On May 5th, I blogged about an important case pending before the California Supreme Court—Nickerson v. Stonebridge Life Insurance Company—that was set to address an important issue for policyholders forced to sue their insurers for bad faith and punitive damages. You can check out my prior blog addressing the issues in the case here.

Unlike some other states, in California, proving that an insurer breached the insurance policy does not automatically trigger the insured’s right to recover the attorneys’ fees (“Brandt fees” in California) incurred to establish that the claim is covered under the insurance policy. Instead, California requires that the insured also establish that insurer’s conduct, in withholding the policy benefits owed, was done in bad faith.1

Because punitive damages—which are awarded when a defendant’s actions are reprehensible (i.e., when they arise from fraud, malice, or oppressive conduct)—are constitutionally limited to a ratio where they cannot be more than ten times the compensatory damages awarded, when deciding whether an award of punitive damages is constitutional, the courts are forced to key in on and evaluate the amount of compensatory damages.

The important issue for insurance policyholders in Nickerson was whether (after establishing that the insurer’s conduct constituted bad faith) the award of attorneys’ fees incurred should be included as “compensatory damages” for purposes of the punitive damage calculation.

My gut feeling that I shared with you in my prior blog post on this topic was that if due process requires that punitive damages be limited to no more than ten times the compensatory damages awarded to an insured, public policy and the concept of fundamental fairness should also require that the attorney’s fees incurred by the insured to prove that they were entitled to policy benefits should also be included in that calculation.

Well, the California Supreme Court agreed with me! On June 9, 2016, the California Supreme Court issued its decision2 in which it held that:

In determining whether a punitive damages award is unconstitutionally excessive, Brandt fees may be included in the calculation of the ratio of punitive to compensatory damages… [T]o exclude the fees from consideration would mean overlooking a substantial and mutually acknowledged component of the insured‘s harm. The effect would be to skew the proper calculation of the punitive-compensatory ratio….

Not every decision by an insurance company to deny coverage is done in bad faith. Sometimes, there is a genuine dispute over whether the loss is covered or not. Other times, insurers mistakenly deny coverage. Insurance adjusters are people too and like all of us, they sometimes make mistakes. In those situations the denial of coverage wouldn’t be considered to have been done in bad faith, and would not entitle the insured to an award of punitive damages. As you all know, the goal of most insurance lawsuits is to obtain full and fair compensation—compensation that the insured is legally entitled to under the terms of the insurance policy.

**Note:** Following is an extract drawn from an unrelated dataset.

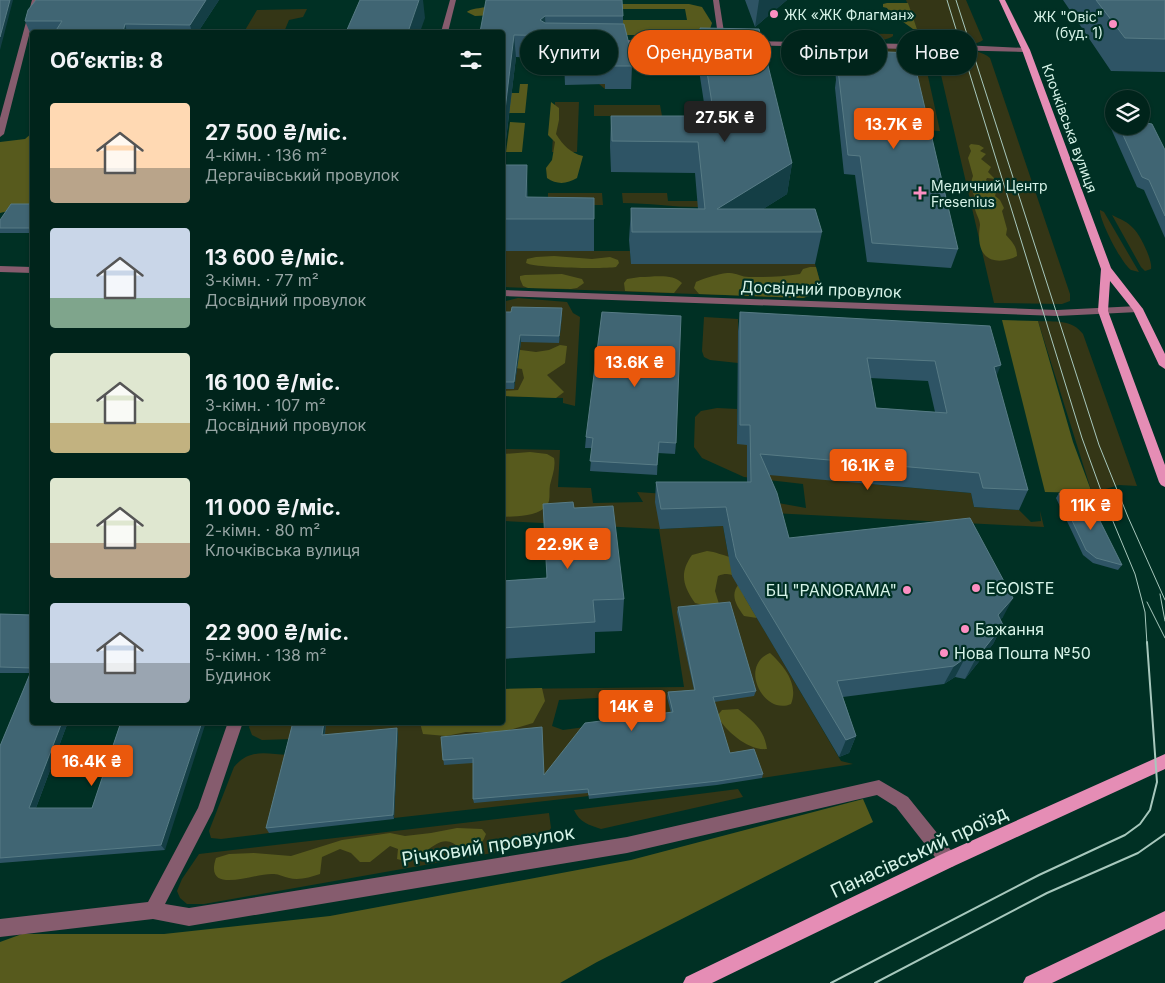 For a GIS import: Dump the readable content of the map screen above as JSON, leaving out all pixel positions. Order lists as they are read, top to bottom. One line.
{"streets":{"main road":["Клочківська вулиця","Панасівський проїзд"],"street":["Досвідний провулок","Річковий провулок"]},"crossings":[["Клочківська вулиця","Досвідний провулок"],["Річковий провулок","Панасівський проїзд"]],"places":{"other":["ЖК «ЖК Флагман»","ЖК \"Овіс\" (буд. 1)","EGOISTE","БЦ \"PANORAMA\"","Бажання","Нова Пошта №50"],"health":["Медичний Центр Fresenius"]},"page":{"chip":["Купити","Орендувати","Фільтри","Нове"],"heading":"Об’єктів: 8","list":[{"name":"27 500 ₴/міс.","note":"4-кімн. · 136 m² · Дергачівський провулок"},{"name":"13 600 ₴/міс.","note":"3-кімн. · 77 m² · Досвідний провулок"},{"name":"16 100 ₴/міс.","note":"3-кімн. · 107 m² · Досвідний провулок"},{"name":"11 000 ₴/міс.","note":"2-кімн. · 80 m² · Клочківська вулиця"},{"name":"22 900 ₴/міс.","note":"5-кімн. · 138 m² · Будинок"}],"price":["27.5K ₴","13.7K ₴","13.6K ₴","16.1K ₴","11K ₴","22.9K ₴","14K ₴","16.4K ₴"]}}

The California Supreme Court’s decision in Nickerson not only righted the wrong decision made by the Court of Appeal (which decided attorneys’ fees should not be included in the punitive damage calculation), but it reiterated the fundamental notion that when insurance companies step over the line and wrongfully and egregiously deny coverage, “full and fair compensation” includes those amounts necessary to send a message to the insurance industry that underhanded and wrongful conduct should not and will not be tolerated.


1 Brandt v. Superior Court (Standard Ins. Co.) (1985) 37 Cal.3d 813, 817.
2 Nickerson v. Stonebridge Life Ins. Co. (June 9, 2016) No. S213873, 2016 WL 3192499.